Volunteers for Vermont’s annual Green Up Day made an odd discovery when they looked inside a maple tree: wrapped in plastic inside an old VCR cassette was the World War II Good Conduct Medal for a Nebraska man who died 32 years ago.

The 1945 medal had belonged to Robert Gene Woody, who served on the USS Hughes, a Navy destroyer that saw action at the Battle of Midway and Guadalcanal. The medal turned up in the town of Milton. The cassette in the tree was also hiding a treasure trove of copper coins and other military medals — a Veterans of Foreign Wars medal from the 1930s, a Spanish American War medal, a woman’s Relief Corps medal and a Civil War pay stub for Pvt. Lewis N. Lucas of the Vermont 2nd Light Artillery. Price stickers were attached to the medals.

CM2c Robert G. Woody enlisted on 03 JAN 1942 in Dallas, Texas. He arrived for service on 15 FEB 1942 to serve on the USS Hughes (DD410), a WWII era Sims class Destroyer. He would serve on the Hughes until the war’s end.
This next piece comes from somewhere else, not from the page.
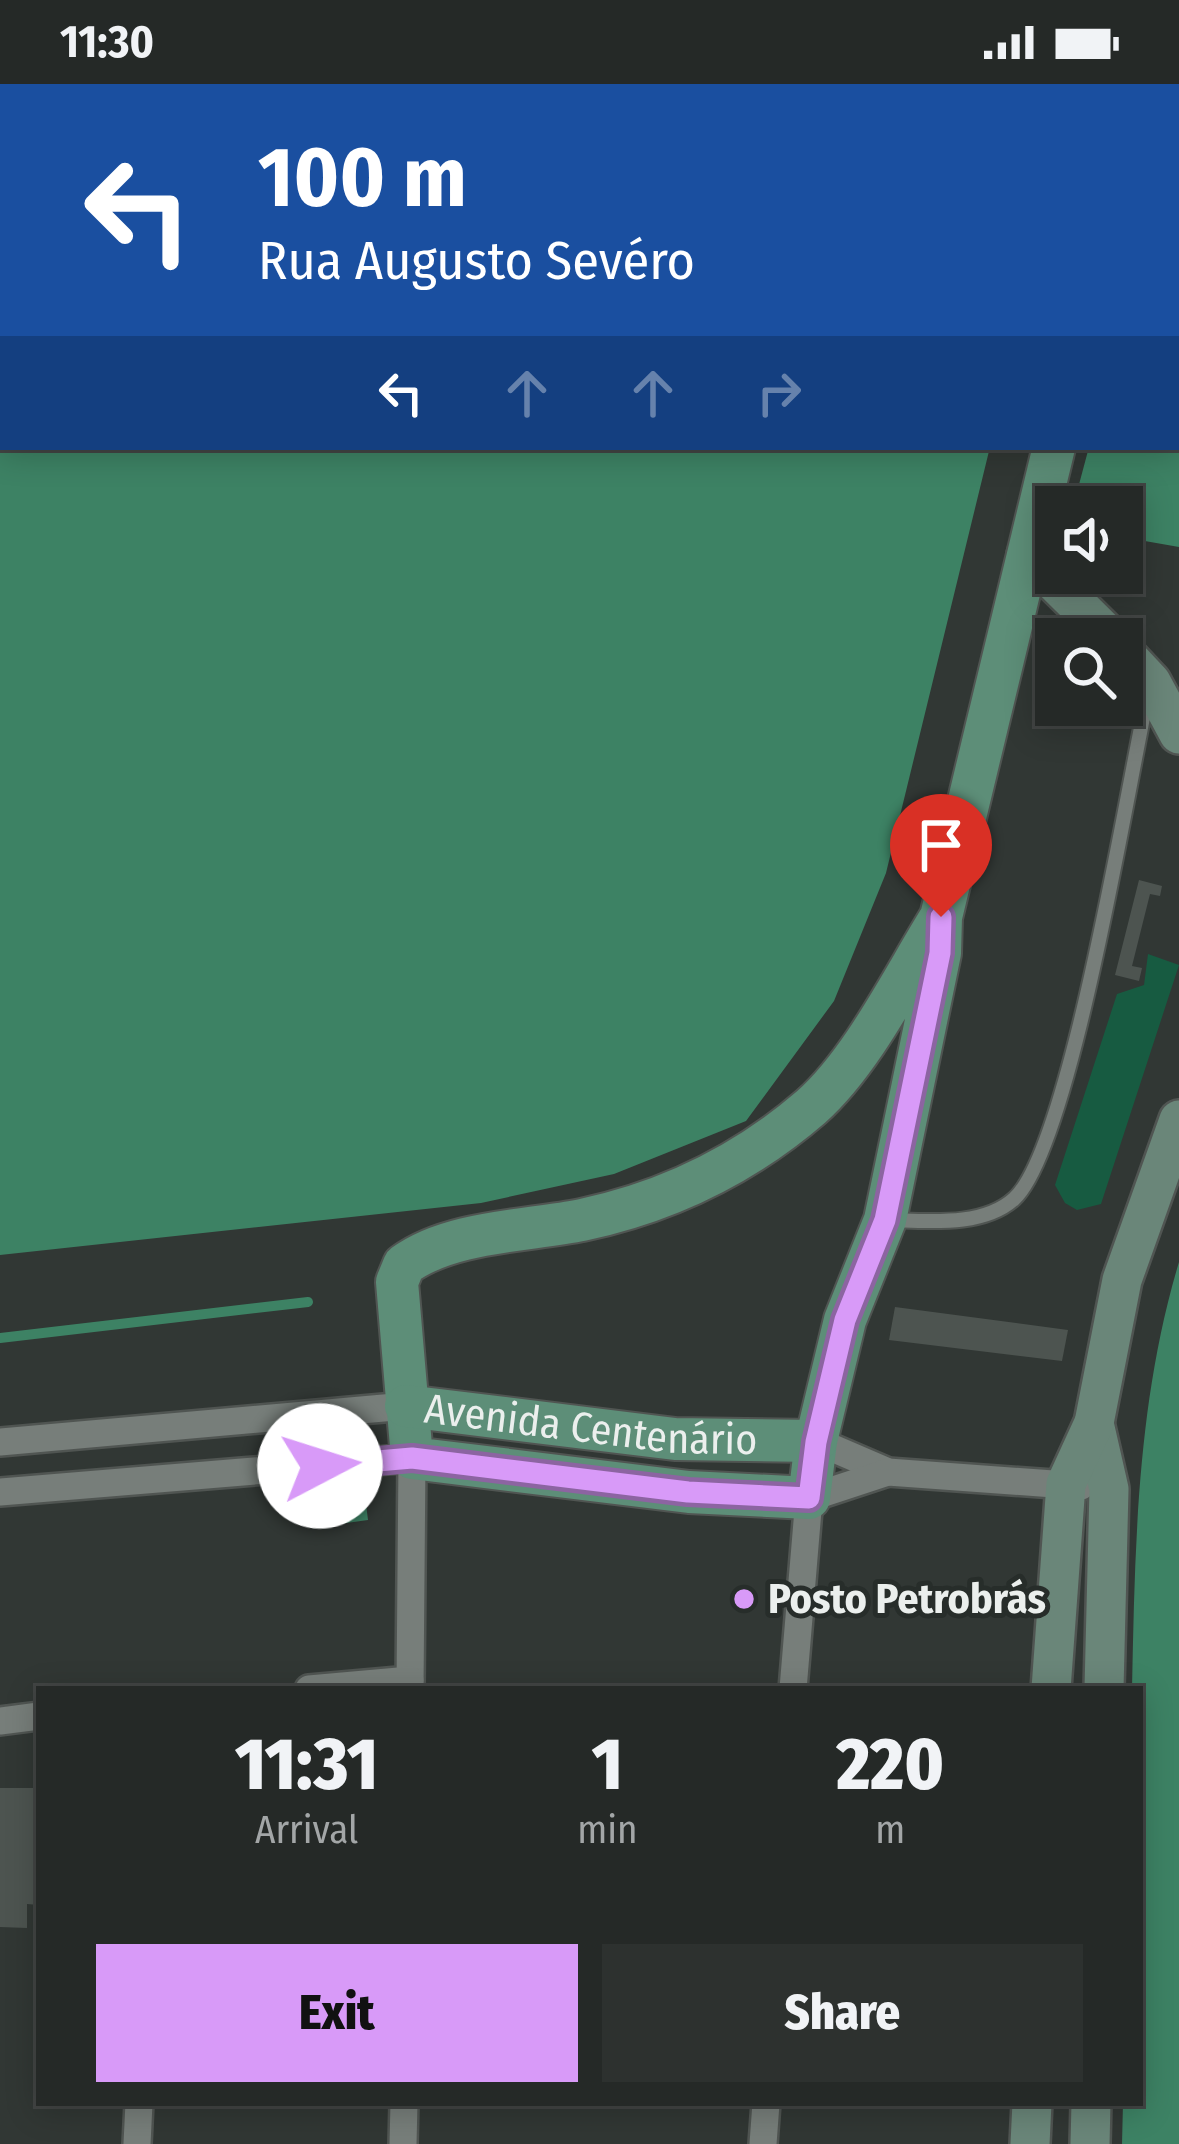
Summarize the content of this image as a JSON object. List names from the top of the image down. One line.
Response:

As a member of the Hughes, he saw action at the Battle of Midway, Guadalcanal, the Battle of Santa Cruz, the Aleutian Islands, the Gilbert Islands, the invasion of Makin Atoll, the Marshall Islands, Hollandia, New Guinea, and Leyte among others. He would go on to serve a total of 30 years in the Navy, even spending a tour in Vietnam.

“I can only speculate,” Capt. Zachariah Fike, founder of the Vermont-based nonprofit Purple Hearts Reunited, told the Lincoln Journal Star. “But the way they were priced, like a trade-show, I imagine some kid stole the medals from a vendor, got nervous, and hid them in that tree.”

Fike tracked down Woody’s 62-year-old son Myron Gene Woody in Sidney, Neb., and told him about the find.

Robert Woody spent 30 years in the Navy after enlisting in 1942. The son told the Journal Star he’s looking forward to the return of his father’s medal.

“When my dad passed away, I got an old Timex watch and a few shirts, and that was all,” Myron told the newspaper. “This would be one of the very few things of his past that I’d have.”